A colheita de oliveiras de 2023 foi particularmente difícil aos camponeses palestinos da Cisjordânia. Realizada entre setembro e novembro, coincidiu com a operação transfronteiriça do grupo Hamas em 7 de outubro e o subsequente genocídio em Gaza. Neste entremeio, palestinos de toda a Cisjordânia vivenciaram um pico nas restrições à liberdade de movimento e na violência perpetrada por soldados e colonos ilegais.

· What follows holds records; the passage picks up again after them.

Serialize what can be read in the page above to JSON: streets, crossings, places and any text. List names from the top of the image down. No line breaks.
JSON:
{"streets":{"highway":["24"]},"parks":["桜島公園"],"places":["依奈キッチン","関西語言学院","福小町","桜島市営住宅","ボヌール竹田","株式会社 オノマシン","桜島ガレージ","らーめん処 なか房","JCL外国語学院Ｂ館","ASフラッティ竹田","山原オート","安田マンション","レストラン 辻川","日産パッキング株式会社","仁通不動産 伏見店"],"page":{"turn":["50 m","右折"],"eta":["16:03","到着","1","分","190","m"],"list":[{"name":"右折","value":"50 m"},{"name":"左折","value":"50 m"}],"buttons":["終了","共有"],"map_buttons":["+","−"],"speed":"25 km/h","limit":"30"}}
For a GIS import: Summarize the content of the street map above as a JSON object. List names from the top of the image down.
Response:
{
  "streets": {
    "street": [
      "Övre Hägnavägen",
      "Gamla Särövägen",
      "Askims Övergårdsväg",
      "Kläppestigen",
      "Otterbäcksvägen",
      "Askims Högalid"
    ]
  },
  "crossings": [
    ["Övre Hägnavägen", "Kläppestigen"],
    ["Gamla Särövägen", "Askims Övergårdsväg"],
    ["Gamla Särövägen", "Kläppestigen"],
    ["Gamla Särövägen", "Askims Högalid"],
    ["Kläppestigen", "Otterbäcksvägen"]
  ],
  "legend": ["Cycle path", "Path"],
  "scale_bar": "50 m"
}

Para os camponeses que cultivam oliveiras, isso resultou em enormes obstáculos, à medida que a escalada israelense limitou ainda mais o acesso a suas terras. Mais de 96 mil dunums, equivalente a 96 km², de áreas cultivadas foram abandonadas à força logo após a temporada de 2023, devido às restrições israelenses. As localidades se dividem em quatro categorias:
- Por trás do Muro do Apartheid, na chamada “zona de junção”;
- Nos limites do Muro do Apartheid, dentro de 150 metros do lado palestino;
- Perto dos assentamentos ilegais, onde o exército determina autorização ou não — denominada como “coordenação prévia” — para o cultivo;
- Em outras áreas adjacentes aos assentamentos.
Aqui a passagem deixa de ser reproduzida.